The Pennant has written before about Ohio's levy fatigue, and how falling pass rates left school leaders with an explanation problem more than a revenue one. For years, school spending got a pass from voters worn down by the ask. Not anymore — with property tax bills climbing across Ohio, more people are asking where the money actually goes.
Now those leaders are trying something new. Maumee, Springfield, and a growing number of districts are reaching for earned income tax levies instead of property taxes, hoping a different kind of ask earns a different answer.
The levy may look different, but the cost structure behind it hasn't changed. Most of what a district spends has little to do with buildings or buses. Roughly 83% of Ohio's K-12 funding goes to payroll, driven by salaries set under union pay schedules, employee health insurance, and the mandatory 14% employer contribution to the state teacher pension system.
When those costs climb faster than state aid, the gap ends up on a local ballot.
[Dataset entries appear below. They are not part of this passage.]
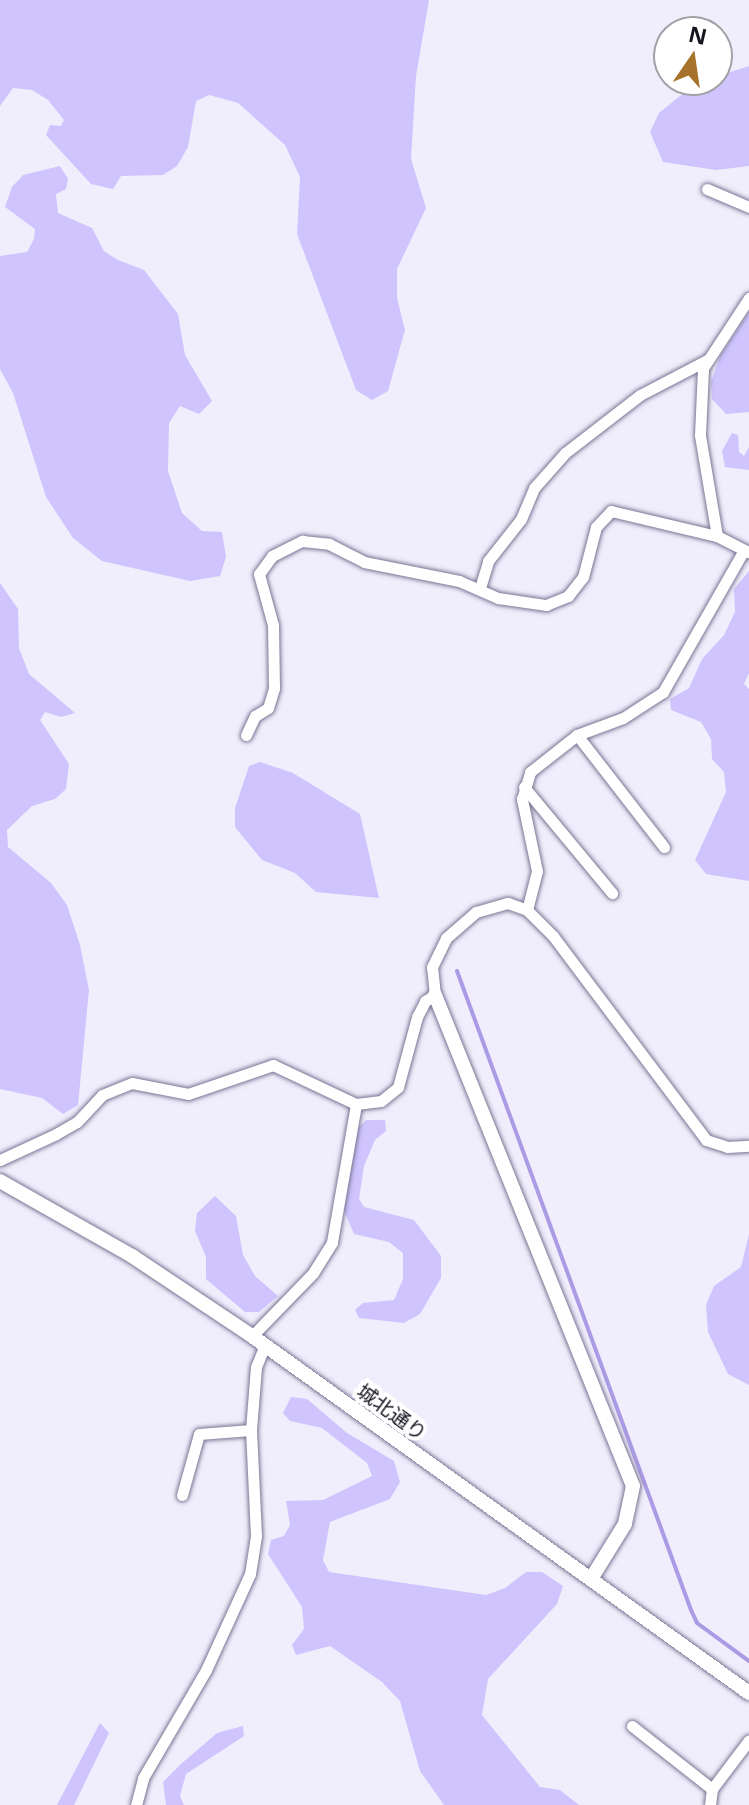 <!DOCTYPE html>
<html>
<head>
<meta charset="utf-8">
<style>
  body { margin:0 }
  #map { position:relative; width:749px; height:1805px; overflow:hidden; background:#f0eefc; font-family:"Open Sans","Noto Sans JP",sans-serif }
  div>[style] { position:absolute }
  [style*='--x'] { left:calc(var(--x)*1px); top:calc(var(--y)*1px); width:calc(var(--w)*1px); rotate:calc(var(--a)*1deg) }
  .green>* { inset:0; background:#cfc4fe }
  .stream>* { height:4px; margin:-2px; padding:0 2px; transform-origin:2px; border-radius:2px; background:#ab9be5 }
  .roads { filter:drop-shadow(0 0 2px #7b7594) drop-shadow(0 0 2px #7b7594) }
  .street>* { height:11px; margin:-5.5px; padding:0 5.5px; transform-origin:5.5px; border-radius:5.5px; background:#fff }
  .secondary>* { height:14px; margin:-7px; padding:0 7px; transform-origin:7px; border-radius:7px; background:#fff }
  span { translate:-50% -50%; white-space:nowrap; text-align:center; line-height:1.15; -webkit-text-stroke:8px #fff; paint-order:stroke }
  .street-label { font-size:20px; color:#171420 }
  .north { position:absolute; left:653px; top:16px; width:80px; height:80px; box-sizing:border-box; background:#fff; border:2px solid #a2a1a6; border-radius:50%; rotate:13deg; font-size:22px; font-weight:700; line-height:32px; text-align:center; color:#171420 }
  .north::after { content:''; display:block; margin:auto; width:28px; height:36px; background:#a7722c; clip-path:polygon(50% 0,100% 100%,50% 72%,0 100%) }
</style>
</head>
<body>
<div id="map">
  <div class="green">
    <div style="clip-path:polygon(0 0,429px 0,416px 76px,411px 159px,426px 208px,397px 269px,397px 298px,405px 330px,388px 391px,372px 400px,356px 390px,297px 234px,300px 177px,285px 145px,238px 103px,209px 95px,196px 101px,188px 147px,177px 166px,163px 175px,121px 176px,113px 189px,91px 184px,46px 135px,50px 125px,61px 126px,64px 120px,48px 100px,32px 90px,13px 88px,0 106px)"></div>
    <div style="clip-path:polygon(749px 66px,749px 166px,716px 170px,663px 162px,650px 132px,659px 113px,696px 83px)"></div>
    <div style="clip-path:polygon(60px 166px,68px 179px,66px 189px,56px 194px,58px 213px,92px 228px,104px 251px,118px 260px,144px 270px,178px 314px,185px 355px,212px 401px,199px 414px,180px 406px,169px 423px,168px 471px,182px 513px,202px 531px,222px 532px,226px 557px,220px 576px,190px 581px,102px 561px,73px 538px,46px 497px,13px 393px,0 369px,0 256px,27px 252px,34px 239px,35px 229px,5px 207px,12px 187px,23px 175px)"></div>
    <div style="clip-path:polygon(749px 312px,749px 412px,726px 414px,712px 399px,711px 382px,720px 356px)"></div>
    <div style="clip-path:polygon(732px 433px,738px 435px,739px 452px,744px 456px,749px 447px,749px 470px,725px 467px,722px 451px)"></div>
    <div style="clip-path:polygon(749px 571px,749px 673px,744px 684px,749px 689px,749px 881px,706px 874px,695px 860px,726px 792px,724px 772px,712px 759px,711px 739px,701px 722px,671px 710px,670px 699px,689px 688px,702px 659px,724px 635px,735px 612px,734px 589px)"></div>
    <div style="clip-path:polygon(0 583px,18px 609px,19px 648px,29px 674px,75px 713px,61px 717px,45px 712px,40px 720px,69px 764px,66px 789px,55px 799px,32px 806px,7px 830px,8px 847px,51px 883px,67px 905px,80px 945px,89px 990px,78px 1105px,63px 1114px,42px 1098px,0 1089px)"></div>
    <div style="clip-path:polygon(260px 762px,293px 773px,360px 814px,379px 898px,316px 892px,295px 873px,262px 860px,235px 827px,235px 808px,249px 766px)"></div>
    <div style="clip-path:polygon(366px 1120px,385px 1120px,386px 1131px,375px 1140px,364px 1166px,359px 1199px,364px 1207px,414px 1220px,441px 1256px,441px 1278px,420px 1314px,404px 1323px,359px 1318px,355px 1310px,363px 1303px,394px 1300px,403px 1279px,403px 1253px,389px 1242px,354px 1234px,344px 1211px,345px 1176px,358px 1128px)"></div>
    <div style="clip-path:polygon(215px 1196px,236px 1216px,243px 1255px,255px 1276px,278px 1296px,259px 1312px,245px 1312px,206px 1279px,206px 1257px,195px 1231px,197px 1213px)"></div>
    <div style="clip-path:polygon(749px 1234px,749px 1385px,728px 1374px,708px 1332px,706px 1305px,714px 1286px,741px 1267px)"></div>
    <div style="clip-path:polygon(291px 1397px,307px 1399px,347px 1433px,394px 1461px,400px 1482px,390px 1499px,330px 1522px,323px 1560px,329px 1572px,486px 1595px,505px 1588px,526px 1572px,542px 1572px,563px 1586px,557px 1604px,488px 1679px,482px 1715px,540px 1787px,560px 1790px,579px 1805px,444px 1805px,420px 1771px,400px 1701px,382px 1682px,330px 1646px,296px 1655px,292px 1645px,304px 1629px,302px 1607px,268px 1554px,271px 1540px,284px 1536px,290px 1525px,286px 1501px,323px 1500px,372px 1476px,367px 1463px,322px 1428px,290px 1421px,283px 1413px)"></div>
    <div style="clip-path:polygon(100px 1723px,109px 1733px,74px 1805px,57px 1805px)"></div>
    <div style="clip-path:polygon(243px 1726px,244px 1736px,186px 1774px,180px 1796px,184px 1805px,166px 1805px,163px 1782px,181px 1764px,217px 1733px)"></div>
  </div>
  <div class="stream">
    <div style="--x:457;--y:971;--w:680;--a:69.89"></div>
    <div style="--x:691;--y:1610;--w:14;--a:65"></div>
    <div style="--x:697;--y:1623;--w:64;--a:36.2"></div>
  </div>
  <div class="roads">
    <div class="street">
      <div style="--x:707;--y:189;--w:46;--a:23.2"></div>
      <div style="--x:717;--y:536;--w:102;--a:-99.6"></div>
      <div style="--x:700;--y:435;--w:67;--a:-87.4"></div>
      <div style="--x:703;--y:368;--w:84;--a:-56.7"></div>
      <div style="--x:480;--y:588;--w:28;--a:-73"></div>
      <div style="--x:488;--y:561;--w:53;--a:-51.8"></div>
      <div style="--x:521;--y:519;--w:34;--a:-67"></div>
      <div style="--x:534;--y:488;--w:47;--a:-48.5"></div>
      <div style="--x:565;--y:453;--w:95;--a:-37.7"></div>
      <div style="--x:640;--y:395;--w:76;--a:-27.6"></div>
      <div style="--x:246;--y:735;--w:21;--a:-65"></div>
      <div style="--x:255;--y:716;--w:15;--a:-32"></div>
      <div style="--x:268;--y:708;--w:21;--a:-73"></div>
      <div style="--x:274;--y:688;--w:63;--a:-90.9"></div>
      <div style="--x:273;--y:625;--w:53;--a:-105.4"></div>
      <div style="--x:259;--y:574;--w:22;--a:-54"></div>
      <div style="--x:272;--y:556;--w:34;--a:-27"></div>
      <div style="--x:302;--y:541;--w:27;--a:6"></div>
      <div style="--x:329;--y:544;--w:39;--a:27"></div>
      <div style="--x:364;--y:562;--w:97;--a:11.3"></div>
      <div style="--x:459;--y:581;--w:43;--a:23.6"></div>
      <div style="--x:498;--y:598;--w:49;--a:8.3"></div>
      <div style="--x:546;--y:605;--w:24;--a:-22"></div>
      <div style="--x:568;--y:596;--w:24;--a:-52"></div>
      <div style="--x:583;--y:577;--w:52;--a:-75.4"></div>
      <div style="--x:596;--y:527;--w:22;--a:-47"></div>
      <div style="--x:611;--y:511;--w:109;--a:13.3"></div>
      <div style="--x:717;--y:536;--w:36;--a:27"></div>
      <div style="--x:577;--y:735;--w:142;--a:52.2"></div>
      <div style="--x:524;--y:787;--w:138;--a:50.3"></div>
      <div style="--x:527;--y:910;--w:40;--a:-75.6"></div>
      <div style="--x:537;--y:871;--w:74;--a:-101.8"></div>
      <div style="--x:522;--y:799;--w:28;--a:-73"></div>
      <div style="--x:530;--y:772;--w:60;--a:-38.2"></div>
      <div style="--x:577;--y:735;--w:49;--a:-20.3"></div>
      <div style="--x:623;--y:718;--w:48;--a:-33"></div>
      <div style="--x:663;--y:692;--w:163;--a:-60.3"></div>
      <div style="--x:0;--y:1160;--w:62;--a:-24.9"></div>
      <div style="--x:56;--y:1134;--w:24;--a:-30"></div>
      <div style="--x:77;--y:1122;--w:37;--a:-47"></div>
      <div style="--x:102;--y:1095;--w:32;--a:-22"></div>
      <div style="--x:132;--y:1083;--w:57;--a:11.1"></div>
      <div style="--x:188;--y:1094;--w:90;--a:-18.8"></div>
      <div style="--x:273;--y:1065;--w:92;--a:25.2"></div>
      <div style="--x:356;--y:1104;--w:25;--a:-7"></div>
      <div style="--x:381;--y:1101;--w:22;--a:-39"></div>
      <div style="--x:398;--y:1087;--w:73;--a:-74.8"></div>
      <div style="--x:417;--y:1017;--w:18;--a:-63"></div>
      <div style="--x:425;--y:1001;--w:12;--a:-31"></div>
      <div style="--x:435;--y:995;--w:28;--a:-96"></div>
      <div style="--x:432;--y:967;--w:32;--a:-64"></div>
      <div style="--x:446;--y:938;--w:40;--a:-41"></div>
      <div style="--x:476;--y:912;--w:33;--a:-16"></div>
      <div style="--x:508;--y:903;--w:20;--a:20"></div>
      <div style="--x:527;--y:910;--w:37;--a:45"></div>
      <div style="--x:553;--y:936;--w:255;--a:53.1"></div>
      <div style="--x:706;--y:1140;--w:22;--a:18"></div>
      <div style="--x:727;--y:1147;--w:22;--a:-3"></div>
      <div style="--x:252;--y:1336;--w:88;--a:-45.9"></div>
      <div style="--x:313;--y:1273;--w:36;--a:-58"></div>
      <div style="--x:332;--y:1242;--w:140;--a:-80.1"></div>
      <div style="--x:182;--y:1495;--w:63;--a:-74.4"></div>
      <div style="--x:199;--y:1434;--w:52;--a:-4.4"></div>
      <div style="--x:632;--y:1726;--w:102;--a:38.2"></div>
      <div style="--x:712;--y:1789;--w:61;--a:-52.9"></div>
      <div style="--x:136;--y:1805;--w:28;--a:-75"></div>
      <div style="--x:143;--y:1778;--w:125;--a:-59.7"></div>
      <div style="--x:206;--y:1670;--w:106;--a:-65.4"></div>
      <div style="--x:250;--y:1574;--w:38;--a:-81"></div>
      <div style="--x:256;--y:1536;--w:106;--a:-92.7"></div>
      <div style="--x:251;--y:1430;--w:63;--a:-85.5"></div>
      <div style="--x:256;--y:1367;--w:24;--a:-68"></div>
      <div style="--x:710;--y:1805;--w:16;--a:-83"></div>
    </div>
    <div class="secondary">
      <div style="--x:435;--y:995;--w:529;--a:68.04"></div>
      <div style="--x:633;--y:1486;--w:39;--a:102"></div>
      <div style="--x:625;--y:1524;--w:65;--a:121.7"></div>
      <div style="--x:0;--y:1181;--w:152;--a:29.6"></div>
      <div style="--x:132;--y:1256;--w:144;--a:33.7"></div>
      <div style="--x:252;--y:1336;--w:612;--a:35.69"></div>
    </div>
  </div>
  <div class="street-label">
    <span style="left:392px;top:1412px;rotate:36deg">城北通り</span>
  </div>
  <div class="north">N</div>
</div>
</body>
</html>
Boards present this as a puzzle too complex for ordinary voters. It's arithmetic, and the public is catching on.
That makes teacher contracts worth a hard look. Ohio law requires boards to bargain over pay and benefits, and the agreements lock in automatic raises tied to years served and college credits earned.
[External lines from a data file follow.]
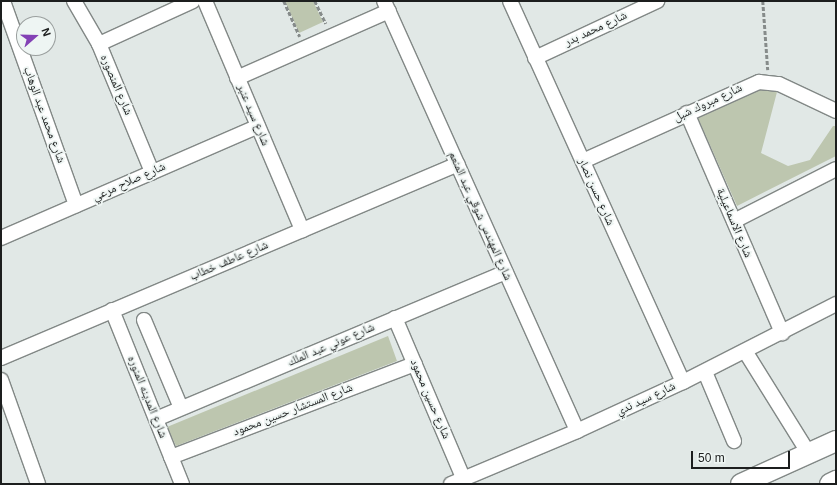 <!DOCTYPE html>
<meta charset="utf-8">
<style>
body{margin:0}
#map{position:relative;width:837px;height:485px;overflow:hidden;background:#e1e8e6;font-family:Helvetica,"Noto Naskh Arabic",sans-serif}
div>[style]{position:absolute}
.green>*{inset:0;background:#bdc6af}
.path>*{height:2.5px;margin-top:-1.25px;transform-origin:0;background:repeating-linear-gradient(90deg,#868b8a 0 4px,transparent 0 6px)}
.roads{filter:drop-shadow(1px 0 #828886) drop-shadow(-1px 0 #828886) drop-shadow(0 1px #828886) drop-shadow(0 -1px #828886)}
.minor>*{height:14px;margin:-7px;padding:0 7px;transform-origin:7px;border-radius:7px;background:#fff}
.highway>*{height:20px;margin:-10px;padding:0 10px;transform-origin:10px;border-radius:10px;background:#fff}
span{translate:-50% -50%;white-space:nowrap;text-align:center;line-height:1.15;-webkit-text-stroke:3.5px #eef5f3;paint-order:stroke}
.street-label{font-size:12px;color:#1c1e1e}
.frame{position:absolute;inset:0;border:2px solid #1c1e1e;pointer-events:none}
.north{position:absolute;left:16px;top:16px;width:40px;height:40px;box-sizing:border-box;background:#eef5f3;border:1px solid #9a9f9e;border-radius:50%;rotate:70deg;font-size:11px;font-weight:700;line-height:16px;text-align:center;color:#1c1e1e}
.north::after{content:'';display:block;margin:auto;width:14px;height:18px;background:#8341b5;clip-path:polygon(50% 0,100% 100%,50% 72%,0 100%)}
.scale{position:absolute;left:691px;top:451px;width:99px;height:18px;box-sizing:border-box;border:2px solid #1c1e1e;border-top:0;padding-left:5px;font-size:12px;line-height:14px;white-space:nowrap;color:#1c1e1e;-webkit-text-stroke:3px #eef5f3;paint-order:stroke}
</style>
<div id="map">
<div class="green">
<div style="clip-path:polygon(285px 1px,313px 1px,323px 22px,299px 33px)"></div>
<div style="clip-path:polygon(759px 90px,777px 92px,761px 153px,788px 166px,810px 160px,833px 126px,836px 126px,836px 156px,737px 206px,698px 118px)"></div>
<div style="clip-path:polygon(388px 336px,397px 361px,176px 446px,167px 427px)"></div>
</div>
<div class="path">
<div style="left:284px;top:1px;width:39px;rotate:66deg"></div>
<div style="left:315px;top:1px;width:25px;rotate:64deg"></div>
<div style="left:763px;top:1px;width:69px;rotate:85.9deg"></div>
</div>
<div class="roads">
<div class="minor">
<div style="left:3px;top:1px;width:217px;rotate:70.3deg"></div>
<div style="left:74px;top:1px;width:50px;rotate:59.8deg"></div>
<div style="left:99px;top:44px;width:139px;rotate:67.5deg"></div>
<div style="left:205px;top:1px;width:249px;rotate:67deg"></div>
<div style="left:384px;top:1px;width:471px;rotate:65.8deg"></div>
<div style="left:510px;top:1px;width:418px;rotate:65.6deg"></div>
<div style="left:99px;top:44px;width:103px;rotate:-24.6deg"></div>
<div style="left:535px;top:58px;width:135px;rotate:-25deg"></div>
<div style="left:237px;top:78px;width:166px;rotate:-23.8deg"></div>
<div style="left:687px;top:113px;width:240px;rotate:66.6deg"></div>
<div style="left:583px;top:161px;width:193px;rotate:-24.2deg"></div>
<div style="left:759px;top:82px;width:20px;rotate:6deg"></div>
<div style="left:779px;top:84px;width:63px;rotate:25.3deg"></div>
<div style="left:734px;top:221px;width:114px;rotate:-27deg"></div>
<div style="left:1px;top:238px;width:280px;rotate:-23.5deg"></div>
<div style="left:112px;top:310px;width:188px;rotate:68.1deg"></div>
<div style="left:395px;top:318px;width:176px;rotate:66.9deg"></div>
<div style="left:144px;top:320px;width:95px;rotate:67.2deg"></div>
<div style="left:745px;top:351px;width:121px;rotate:58.1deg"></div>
<div style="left:1px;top:358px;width:496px;rotate:-23deg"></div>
<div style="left:705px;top:372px;width:75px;rotate:67.2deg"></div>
<div style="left:1px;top:380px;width:110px;rotate:70.4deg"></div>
<div style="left:156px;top:419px;width:379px;rotate:-22.8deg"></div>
<div style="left:171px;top:457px;width:261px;rotate:-20.9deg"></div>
<div style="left:451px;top:484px;width:137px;rotate:-22.8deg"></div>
<div style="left:577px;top:431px;width:117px;rotate:-24.8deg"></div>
<div style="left:683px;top:382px;width:172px;rotate:-27deg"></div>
</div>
<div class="highway">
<div style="left:741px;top:484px;width:104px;rotate:-24.4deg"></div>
<div style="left:830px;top:484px;width:7px;rotate:-27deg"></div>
</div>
</div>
<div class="street-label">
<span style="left:596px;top:29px;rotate:-25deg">شارع محمد بدر</span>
<span style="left:116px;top:85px;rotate:67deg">شارع المنصوره</span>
<span style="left:708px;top:103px;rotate:-25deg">شارع مبروك شبل</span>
<span style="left:44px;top:115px;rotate:70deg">شارع محمد عبد الوهاب</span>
<span style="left:253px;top:115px;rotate:67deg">شارع سيد عنبر</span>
<span style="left:129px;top:182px;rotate:-24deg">شارع صلاح مرعي</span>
<span style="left:596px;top:192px;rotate:66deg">شارع حسن نصار</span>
<span style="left:480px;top:216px;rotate:66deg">شارع المهندس شوقي عبد المنعم</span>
<span style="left:734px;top:223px;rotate:67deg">شارع الاسماعيلية</span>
<span style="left:229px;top:261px;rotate:-23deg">شارع عاطف خطاب</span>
<span style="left:331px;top:345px;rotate:-23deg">شارع عوني عبد الملك</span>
<span style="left:147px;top:397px;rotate:68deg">شارع المدينه المنوره</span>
<span style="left:430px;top:399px;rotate:67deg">شارع حسين محمود</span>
<span style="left:646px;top:399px;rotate:-25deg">شارع سيد ندي</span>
<span style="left:293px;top:410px;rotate:-21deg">شارع المستشار حسين محمود</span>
</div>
<div class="frame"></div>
<div class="north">N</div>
<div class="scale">50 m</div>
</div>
Maumee's contract with its teachers' association expires at the end of 2026, the same year the board is asking residents for 1.25%. Voters are being asked to fund a budget before anyone will tell them what the next contract costs.
Enrollment is the part that almost no one raises. Traditional district enrollment across Ohio has fallen more than 5% since just before the pandemic, and Maumee now educates roughly 2,100 students across five buildings. Fewer students rarely means a smaller staff or a smaller budget, because labor contracts and fixed costs hold steady even as the rolls shrink.
None of this means schools don't need help. But most Ohio families have spent the last two years trimming their own budgets to absorb higher taxes and prices. Plenty of districts still act like that; math doesn't apply to them. The fair question at any levy isn't just how much a district wants — it's why the bill keeps climbing while the district teaches fewer kids every year.